***** Supplied material

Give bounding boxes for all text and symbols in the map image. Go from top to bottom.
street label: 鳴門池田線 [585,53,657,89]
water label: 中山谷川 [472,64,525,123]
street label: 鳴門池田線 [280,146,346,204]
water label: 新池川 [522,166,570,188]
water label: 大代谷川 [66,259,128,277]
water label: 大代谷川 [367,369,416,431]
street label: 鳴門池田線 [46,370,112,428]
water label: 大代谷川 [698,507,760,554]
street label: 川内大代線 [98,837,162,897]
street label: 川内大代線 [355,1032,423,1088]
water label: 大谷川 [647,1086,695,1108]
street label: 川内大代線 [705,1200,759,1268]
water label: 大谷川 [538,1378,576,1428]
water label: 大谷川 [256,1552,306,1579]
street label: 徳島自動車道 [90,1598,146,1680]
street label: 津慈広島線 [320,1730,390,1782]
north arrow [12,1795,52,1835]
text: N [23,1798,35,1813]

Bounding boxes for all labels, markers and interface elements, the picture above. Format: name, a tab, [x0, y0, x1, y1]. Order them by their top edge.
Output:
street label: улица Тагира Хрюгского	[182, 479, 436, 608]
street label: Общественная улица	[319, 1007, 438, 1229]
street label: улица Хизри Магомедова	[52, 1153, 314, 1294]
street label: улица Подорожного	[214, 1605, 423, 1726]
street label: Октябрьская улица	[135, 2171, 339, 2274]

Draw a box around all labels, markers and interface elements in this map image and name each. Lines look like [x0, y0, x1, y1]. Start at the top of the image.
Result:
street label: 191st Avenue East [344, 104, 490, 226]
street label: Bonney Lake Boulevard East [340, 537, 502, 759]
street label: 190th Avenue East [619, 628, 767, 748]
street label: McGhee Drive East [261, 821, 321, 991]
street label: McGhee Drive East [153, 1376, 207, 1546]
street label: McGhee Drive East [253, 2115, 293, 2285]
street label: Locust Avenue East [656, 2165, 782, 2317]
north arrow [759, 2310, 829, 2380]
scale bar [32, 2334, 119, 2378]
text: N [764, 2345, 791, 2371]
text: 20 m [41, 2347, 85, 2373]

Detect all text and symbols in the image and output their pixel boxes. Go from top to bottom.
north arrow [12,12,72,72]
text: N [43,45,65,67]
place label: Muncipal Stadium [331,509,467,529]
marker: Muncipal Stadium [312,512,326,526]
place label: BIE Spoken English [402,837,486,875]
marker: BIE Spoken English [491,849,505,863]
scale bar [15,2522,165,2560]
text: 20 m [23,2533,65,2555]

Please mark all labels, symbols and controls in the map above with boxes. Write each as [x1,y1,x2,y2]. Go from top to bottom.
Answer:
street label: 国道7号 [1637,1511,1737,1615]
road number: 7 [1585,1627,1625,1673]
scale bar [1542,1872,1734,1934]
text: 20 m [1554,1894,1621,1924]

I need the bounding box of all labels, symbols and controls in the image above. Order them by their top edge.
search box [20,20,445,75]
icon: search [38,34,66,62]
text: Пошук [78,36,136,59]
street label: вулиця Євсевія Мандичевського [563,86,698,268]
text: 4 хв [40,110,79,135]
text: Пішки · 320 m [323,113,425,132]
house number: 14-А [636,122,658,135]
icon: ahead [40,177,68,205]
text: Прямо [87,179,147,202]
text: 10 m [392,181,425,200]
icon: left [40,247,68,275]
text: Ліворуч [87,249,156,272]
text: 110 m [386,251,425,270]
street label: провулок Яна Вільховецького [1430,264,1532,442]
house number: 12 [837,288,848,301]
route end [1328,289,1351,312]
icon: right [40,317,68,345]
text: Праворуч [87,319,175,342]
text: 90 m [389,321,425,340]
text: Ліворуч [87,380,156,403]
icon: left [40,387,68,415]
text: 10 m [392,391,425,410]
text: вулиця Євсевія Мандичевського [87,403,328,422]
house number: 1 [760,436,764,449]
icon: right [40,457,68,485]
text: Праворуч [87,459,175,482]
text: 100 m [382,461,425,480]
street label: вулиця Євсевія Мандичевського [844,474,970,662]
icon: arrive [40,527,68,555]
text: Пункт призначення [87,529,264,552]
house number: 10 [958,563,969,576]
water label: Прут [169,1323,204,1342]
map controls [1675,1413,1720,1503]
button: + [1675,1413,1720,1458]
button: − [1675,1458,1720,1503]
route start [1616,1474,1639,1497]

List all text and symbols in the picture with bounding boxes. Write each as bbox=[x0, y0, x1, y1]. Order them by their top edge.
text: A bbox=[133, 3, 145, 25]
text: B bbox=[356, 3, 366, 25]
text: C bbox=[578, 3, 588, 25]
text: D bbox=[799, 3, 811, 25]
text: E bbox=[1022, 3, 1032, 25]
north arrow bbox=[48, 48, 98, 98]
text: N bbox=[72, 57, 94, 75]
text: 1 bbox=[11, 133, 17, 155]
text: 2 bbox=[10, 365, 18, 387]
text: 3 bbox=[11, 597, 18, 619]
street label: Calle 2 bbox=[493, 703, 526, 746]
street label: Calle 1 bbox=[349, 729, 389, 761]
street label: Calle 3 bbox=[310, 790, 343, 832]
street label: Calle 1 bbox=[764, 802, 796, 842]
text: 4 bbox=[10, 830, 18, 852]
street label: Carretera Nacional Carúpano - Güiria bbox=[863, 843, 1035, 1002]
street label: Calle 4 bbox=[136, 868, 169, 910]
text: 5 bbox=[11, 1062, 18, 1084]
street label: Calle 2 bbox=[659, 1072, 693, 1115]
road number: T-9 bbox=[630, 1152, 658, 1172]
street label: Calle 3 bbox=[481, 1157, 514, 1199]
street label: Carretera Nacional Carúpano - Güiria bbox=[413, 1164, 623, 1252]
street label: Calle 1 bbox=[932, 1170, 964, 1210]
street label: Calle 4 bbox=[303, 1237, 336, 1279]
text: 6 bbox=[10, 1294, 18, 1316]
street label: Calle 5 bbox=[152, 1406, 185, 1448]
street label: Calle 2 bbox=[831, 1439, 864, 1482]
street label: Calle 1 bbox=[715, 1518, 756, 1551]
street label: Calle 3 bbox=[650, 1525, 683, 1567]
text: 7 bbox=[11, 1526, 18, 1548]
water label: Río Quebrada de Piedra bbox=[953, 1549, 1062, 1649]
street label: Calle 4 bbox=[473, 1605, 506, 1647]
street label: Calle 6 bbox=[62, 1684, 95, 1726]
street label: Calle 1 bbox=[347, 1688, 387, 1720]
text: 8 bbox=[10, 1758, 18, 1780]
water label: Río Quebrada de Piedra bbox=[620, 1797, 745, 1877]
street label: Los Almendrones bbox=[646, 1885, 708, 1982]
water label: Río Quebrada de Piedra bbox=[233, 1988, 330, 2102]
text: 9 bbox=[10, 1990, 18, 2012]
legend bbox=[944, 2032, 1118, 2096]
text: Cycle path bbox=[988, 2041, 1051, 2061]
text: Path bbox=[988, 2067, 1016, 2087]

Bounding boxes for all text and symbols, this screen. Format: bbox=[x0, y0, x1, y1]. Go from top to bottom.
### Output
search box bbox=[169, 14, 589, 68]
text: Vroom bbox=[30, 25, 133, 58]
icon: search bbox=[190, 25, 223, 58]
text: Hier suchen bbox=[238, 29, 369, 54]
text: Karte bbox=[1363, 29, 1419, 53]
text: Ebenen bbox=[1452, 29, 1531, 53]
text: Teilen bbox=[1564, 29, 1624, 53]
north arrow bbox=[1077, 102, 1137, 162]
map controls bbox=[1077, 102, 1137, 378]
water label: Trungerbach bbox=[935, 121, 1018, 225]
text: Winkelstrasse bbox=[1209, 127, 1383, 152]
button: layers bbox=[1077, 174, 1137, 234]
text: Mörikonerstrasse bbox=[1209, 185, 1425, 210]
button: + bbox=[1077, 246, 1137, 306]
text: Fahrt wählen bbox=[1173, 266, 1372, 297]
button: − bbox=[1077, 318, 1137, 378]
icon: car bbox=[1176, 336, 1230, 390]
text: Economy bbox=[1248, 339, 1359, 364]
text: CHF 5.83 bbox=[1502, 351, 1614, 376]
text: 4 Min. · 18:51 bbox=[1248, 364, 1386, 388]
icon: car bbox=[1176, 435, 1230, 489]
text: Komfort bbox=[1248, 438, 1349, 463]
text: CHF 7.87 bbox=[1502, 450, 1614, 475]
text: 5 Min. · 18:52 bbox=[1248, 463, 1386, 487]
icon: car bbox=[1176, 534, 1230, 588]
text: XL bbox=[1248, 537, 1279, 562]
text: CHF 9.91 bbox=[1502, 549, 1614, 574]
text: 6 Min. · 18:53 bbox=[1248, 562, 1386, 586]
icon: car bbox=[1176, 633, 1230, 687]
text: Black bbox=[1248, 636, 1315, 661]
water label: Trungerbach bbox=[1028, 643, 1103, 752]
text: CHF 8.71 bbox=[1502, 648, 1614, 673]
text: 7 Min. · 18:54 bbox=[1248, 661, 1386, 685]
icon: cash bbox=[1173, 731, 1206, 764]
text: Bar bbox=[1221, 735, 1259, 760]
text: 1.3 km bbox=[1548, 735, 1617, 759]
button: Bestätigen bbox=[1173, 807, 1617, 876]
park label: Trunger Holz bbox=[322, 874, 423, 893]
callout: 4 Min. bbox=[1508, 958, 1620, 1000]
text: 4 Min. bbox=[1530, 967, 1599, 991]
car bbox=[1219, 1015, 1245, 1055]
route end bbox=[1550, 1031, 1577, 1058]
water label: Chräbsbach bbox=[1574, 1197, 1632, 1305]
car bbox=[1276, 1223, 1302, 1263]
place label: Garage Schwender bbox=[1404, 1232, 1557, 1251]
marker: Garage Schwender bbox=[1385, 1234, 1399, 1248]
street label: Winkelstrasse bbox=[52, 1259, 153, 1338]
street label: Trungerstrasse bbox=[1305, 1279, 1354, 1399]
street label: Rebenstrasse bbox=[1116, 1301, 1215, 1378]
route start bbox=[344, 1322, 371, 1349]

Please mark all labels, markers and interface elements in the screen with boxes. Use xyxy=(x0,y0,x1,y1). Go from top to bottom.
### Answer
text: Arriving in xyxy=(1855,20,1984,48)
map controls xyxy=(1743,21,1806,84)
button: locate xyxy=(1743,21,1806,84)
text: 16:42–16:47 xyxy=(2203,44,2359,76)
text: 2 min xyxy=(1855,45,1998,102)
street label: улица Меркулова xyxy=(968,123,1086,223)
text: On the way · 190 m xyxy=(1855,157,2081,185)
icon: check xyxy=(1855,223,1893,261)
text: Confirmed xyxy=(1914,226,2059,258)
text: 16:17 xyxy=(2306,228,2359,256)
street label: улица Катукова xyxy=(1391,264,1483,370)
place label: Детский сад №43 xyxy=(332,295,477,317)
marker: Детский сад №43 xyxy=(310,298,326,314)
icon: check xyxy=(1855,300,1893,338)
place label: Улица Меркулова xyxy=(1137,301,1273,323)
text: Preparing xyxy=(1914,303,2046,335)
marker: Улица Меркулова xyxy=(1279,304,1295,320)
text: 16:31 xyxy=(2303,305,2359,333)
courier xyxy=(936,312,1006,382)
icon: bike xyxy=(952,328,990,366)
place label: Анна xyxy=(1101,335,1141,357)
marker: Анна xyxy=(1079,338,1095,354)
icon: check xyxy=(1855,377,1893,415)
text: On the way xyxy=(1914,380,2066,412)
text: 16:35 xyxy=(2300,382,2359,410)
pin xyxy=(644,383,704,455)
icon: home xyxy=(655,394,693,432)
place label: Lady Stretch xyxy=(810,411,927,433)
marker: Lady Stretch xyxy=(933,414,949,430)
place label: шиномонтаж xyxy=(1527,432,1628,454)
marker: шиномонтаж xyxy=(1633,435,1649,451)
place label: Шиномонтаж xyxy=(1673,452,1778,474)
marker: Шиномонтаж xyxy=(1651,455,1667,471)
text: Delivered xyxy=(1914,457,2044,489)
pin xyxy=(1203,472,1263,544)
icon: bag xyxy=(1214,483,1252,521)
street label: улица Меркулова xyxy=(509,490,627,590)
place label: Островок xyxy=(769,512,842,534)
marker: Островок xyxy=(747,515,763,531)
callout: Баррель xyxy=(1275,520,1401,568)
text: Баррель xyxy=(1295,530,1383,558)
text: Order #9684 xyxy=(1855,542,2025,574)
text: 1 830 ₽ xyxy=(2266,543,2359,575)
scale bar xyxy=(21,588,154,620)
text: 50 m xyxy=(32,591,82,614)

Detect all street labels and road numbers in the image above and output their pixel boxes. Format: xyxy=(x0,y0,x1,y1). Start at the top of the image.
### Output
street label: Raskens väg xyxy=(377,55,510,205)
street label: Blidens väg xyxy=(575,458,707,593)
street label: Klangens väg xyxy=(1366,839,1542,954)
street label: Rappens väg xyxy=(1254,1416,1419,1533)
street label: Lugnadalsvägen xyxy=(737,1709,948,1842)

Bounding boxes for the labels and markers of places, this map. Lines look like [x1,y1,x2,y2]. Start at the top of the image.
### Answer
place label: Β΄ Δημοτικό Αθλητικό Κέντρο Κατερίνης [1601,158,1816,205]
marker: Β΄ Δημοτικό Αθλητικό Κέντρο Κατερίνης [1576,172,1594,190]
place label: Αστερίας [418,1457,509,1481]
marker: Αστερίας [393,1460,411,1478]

**********

* Try it: What is needed is each line of the entries that contains the word "right".

* Exercise output:
icon: right [40,317,68,345]
icon: right [40,457,68,485]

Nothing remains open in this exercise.